[Dataset entries]
========

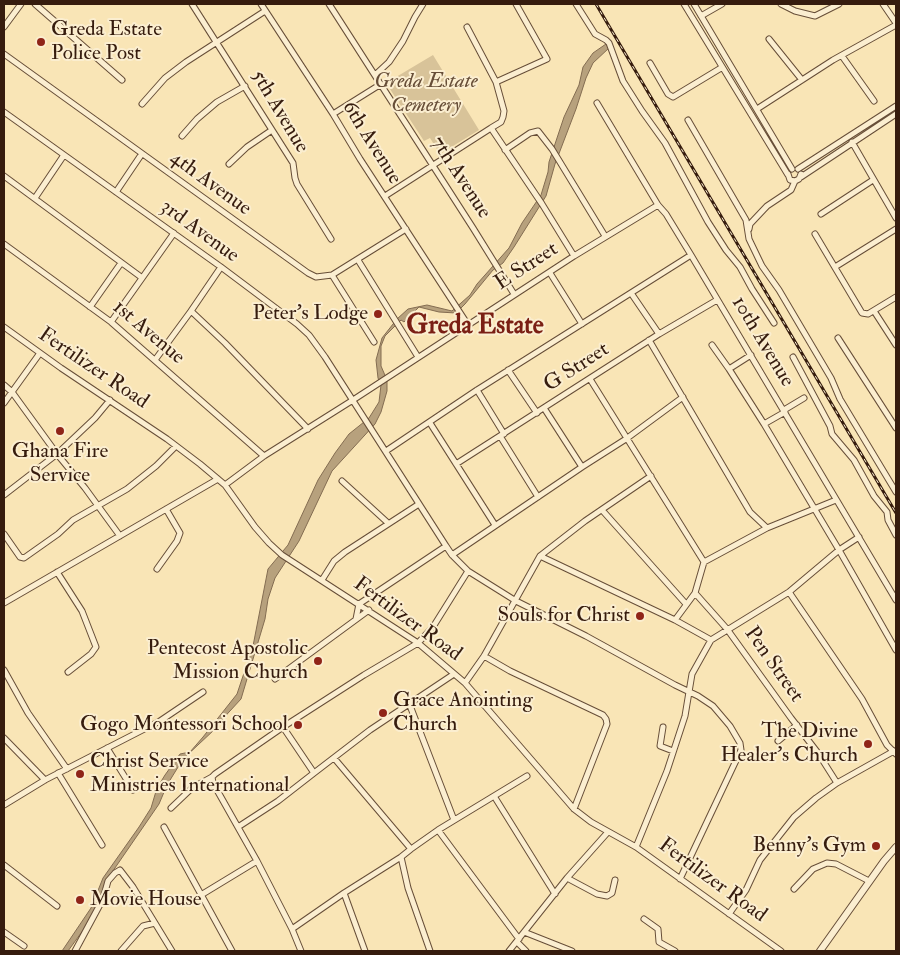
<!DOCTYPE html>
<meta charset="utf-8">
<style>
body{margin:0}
#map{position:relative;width:900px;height:955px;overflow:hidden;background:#f9e5b6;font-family:"IM FELL Double Pica",serif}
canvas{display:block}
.frame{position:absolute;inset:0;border:5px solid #361c0e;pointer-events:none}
</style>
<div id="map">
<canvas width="900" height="955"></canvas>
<div class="frame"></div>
</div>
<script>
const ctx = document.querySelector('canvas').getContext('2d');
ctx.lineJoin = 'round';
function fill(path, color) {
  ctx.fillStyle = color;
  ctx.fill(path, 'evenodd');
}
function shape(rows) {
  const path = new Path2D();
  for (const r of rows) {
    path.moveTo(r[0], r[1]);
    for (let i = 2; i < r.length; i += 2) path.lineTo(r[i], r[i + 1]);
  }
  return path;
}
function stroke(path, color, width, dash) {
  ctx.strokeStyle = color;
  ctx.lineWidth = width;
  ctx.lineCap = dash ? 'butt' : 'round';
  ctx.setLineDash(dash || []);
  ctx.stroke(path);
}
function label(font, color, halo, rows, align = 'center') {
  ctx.font = font + ' "IM FELL Double Pica",serif';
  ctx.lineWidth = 4;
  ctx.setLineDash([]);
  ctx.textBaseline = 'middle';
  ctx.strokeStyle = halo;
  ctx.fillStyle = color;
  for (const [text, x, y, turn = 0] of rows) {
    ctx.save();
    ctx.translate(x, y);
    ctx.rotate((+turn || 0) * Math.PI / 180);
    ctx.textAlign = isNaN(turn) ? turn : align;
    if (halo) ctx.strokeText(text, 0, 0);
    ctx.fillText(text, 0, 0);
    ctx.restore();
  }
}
fill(shape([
 [433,55,479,130,440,154,430,138,424,141,386,83]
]), '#d8c399');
const water = shape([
 [606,44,609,48,593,63,586,78,576,109,555,164,546,196,514,247,503,263,493,270,465,304,456,313,439,312,419,307,404,322,401,320,385,336,381,346,381,366,387,380,387,391,381,412,375,424,332,471,299,541,275,578,268,599,265,619,241,699,218,724,214,730,183,759,167,785,159,804,106,881,98,904,84,929,68,951,62,951,91,908,103,878,139,827,151,808,157,788,165,775,180,754,190,752,203,737,237,694,253,646,268,569,288,545,318,480,335,453,349,434,369,418,379,402,381,385,378,378,376,360,382,338,397,319,408,309,427,305,452,311,470,295,477,284,509,248,522,223,541,195,548,172,549,162,564,117,579,85,583,67,593,53,606,44]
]);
fill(water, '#b7a17d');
stroke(water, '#836c51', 1);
const minor = shape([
 [35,4,122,80],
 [192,4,293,163,295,178,297,184,331,239],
 [261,4,333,114,360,159,468,325],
 [329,4,473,228,514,294],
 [576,4,595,34,606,40,609,43,623,81,642,111,665,143,708,222,726,250,740,267,752,289,774,323],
 [684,4,788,175],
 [694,4,792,169],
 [781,4,795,11,815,16,839,4],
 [883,4,896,23],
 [701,16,722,4],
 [4,27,21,4],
 [769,39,802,80],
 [4,54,308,273,316,277,332,275,406,229],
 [842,56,874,101],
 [650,63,668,94,673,97,721,68],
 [375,75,389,62,403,41,415,17,423,4],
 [496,82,547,59,516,4],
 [597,103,658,205,666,214,691,255,896,600],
 [142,104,165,78,186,62,265,11],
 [757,109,833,60,896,25],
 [4,112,221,267,297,324,309,335,325,357,446,546],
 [333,114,381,84],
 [688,120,746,220,749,239,762,266,779,290,831,378,840,399,896,492],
 [491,128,542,204,574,256],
 [182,136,197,119,217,102,245,86],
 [852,142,896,218],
 [505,150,530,133,538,131,552,149,605,236],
 [229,164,247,147,272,130],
 [798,169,896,106],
 [788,174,790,180,795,181],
 [4,176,141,277],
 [801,177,896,114],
 [116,192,141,155],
 [385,196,491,128,501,122,503,117,504,111,496,82,467,27],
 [35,198,64,155],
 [821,214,873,180],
 [749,229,750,224,767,206,791,190,795,181,799,179,801,174],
 [815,234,862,313,868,314,896,297],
 [4,244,111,322,264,456],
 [358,260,418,357],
 [835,267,896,229],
 [550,273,582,324],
 [332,275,374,342],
 [631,293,659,334],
 [90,307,121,263],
 [191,311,221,267],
 [874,311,896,345],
 [111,322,174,233],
 [4,327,61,368,167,439,200,464,225,485,255,527,269,543,282,555,418,643,465,683,574,809,591,822,636,847,781,951],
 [838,338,896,428],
 [649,340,750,512,767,528,836,500],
 [712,345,729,369,764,424,839,550,896,650],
 [793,357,830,426,832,434,854,460,874,496,887,512,888,520,896,535],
 [155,360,191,311,225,343,308,429],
 [729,369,751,355],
 [508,370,537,413],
 [590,379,704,562,695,593,675,620],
 [4,385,12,392,57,454,85,488,120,536],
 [477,390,504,434],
 [4,403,40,353],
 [544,408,582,467],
 [784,410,804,398],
 [430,423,495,525],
 [764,424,785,412],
 [500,436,538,497],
 [386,451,477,390,691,255],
 [456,464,659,334,717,300],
 [342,481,388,523],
 [225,485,264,456,353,400,574,256,658,205],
 [4,495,57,454,95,418,110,400],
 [602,510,686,604],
 [4,534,20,557,24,558,58,534,73,520,127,489,156,466,176,446],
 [452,555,582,467,626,439,683,397],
 [540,556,675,620,711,640],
 [704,562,767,528],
 [157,569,177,541,180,533,166,509],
 [57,572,82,611,96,647,91,654,68,672],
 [322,580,334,561,345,552,419,504],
 [789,592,862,699,887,745,896,754],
 [695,593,727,629,791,718,818,753,837,783],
 [4,603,218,479],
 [356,619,359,604,446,546,452,555,468,571,516,601,586,636,675,685,698,696,713,706,730,726,740,743,741,750,680,879],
 [484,656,510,671,603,715,606,719,607,724,574,809],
 [4,670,28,713,67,769],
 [454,674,370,730,314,773,283,727,364,675,418,643,433,627,468,571],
 [275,679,369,610],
 [465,683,484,656,540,556,585,521,651,476],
 [409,703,454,820],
 [283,727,215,774,212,777,213,783,257,861,292,929,301,951],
 [663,727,660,746,673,751],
 [4,738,45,780],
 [778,741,797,725],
 [107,748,133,790],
 [334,758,411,849,438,830,527,776],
 [58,773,102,845],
 [494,796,555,894],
 [4,805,45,780,160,721,203,692],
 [171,808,192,788,212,777],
 [164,827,232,951],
 [238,827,278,801,314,773],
 [438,830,519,939],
 [636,847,667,771,685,716,692,674,711,640,789,592,839,550,859,537],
 [411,849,401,857,408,888,430,951],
 [4,865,57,906],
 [567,878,597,894,607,896,612,893,615,880],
 [794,889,813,869,827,863,836,864,869,881],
 [201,895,257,861],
 [729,914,746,890,760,860,794,817,816,798,837,783,894,751],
 [644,919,658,929,659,942,675,951],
 [292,929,344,893],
 [4,932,24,946],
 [524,932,572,951],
 [517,942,526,951],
 [75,951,103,899,108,881,115,873,120,870,133,887,172,951],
 [121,951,143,926,155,923],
 [365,951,344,893,401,857],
 [509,951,567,878,608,832]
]);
const tertiary = shape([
 [820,951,884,861,896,847]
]);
stroke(minor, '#674e38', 7);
stroke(tertiary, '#674e38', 8);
stroke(minor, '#fbeed0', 5);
stroke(tertiary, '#fbeed0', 6);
const rail = shape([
 [596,4,896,513]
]);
stroke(rail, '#361c0e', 3);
stroke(rail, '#fbeed0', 1, [4]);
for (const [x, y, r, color] of [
 [41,42,5,"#8f2418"],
 [378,314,5,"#8f2418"],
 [60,431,5,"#8f2418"],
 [640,616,5,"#8f2418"],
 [318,661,5,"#8f2418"],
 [383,713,5,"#8f2418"],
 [298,725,5,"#8f2418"],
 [868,744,5,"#8f2418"],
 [80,774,5,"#8f2418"],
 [876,846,5,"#8f2418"],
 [80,900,5,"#8f2418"]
]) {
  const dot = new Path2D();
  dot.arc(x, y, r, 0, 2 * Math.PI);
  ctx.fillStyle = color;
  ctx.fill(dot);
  stroke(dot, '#fbeed0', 2);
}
label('21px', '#361c0e', '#fbeed0', [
 ["Greda Estate",51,30,"left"],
 ["Police Post",51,54,"left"],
 ["Peter's Lodge",368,314],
 ["Ghana Fire",60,452,"center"],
 ["Service",60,476,"center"],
 ["Souls for Christ",630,616],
 ["Pentecost Apostolic",308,649],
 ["Mission Church",308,673],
 ["Grace Anointing",393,701,"left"],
 ["Church",393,725,"left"],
 ["Gogo Montessori School",288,725],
 ["The Divine",858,732],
 ["Healer’s Church",858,756],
 ["Christ Service",90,762,"left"],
 ["Ministries International",90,786,"left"],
 ["Benny’s Gym",866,846],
 ["Movie House",90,900,"left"]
], 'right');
label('italic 21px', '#674e38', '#fbeed0', [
 ["Greda Estate",426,82],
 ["Cemetery",426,106]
]);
label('21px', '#361c0e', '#fbeed0', [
 ["5th Avenue",279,112,59],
 ["6th Avenue",371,143,58],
 ["7th Avenue",460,178,57],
 ["4th Avenue",210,184,36],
 ["3rd Avenue",199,232,36],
 ["E Street",527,267,-33],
 ["1st Avenue",148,333,40],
 ["10th Avenue",762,342,59],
 ["G Street",577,368,-33],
 ["Fertilizer Road",93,369,34],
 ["Fertilizer Road",407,620,36],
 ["Pen Street",773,665,55],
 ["Fertilizer Road",712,881,36]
]);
label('bold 26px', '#7a1f14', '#fbeed0', [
 ["Greda Estate",475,327]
]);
</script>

========

→ **Exercise goal**
Using the entries above, output exactly the lines between the line holding "ctx.lineCap = dash ? 'butt' : 'round';" and the line holding "[433,55,479,130,440,154,430,138,424,141,386,83]", end lines included, and nothing more.

→ **Task response**
  ctx.lineCap = dash ? 'butt' : 'round';
  ctx.setLineDash(dash || []);
  ctx.stroke(path);
}
function label(font, color, halo, rows, align = 'center') {
  ctx.font = font + ' "IM FELL Double Pica",serif';
  ctx.lineWidth = 4;
  ctx.setLineDash([]);
  ctx.textBaseline = 'middle';
  ctx.strokeStyle = halo;
  ctx.fillStyle = color;
  for (const [text, x, y, turn = 0] of rows) {
    ctx.save();
    ctx.translate(x, y);
    ctx.rotate((+turn || 0) * Math.PI / 180);
    ctx.textAlign = isNaN(turn) ? turn : align;
    if (halo) ctx.strokeText(text, 0, 0);
    ctx.fillText(text, 0, 0);
    ctx.restore();
  }
}
fill(shape([
 [433,55,479,130,440,154,430,138,424,141,386,83]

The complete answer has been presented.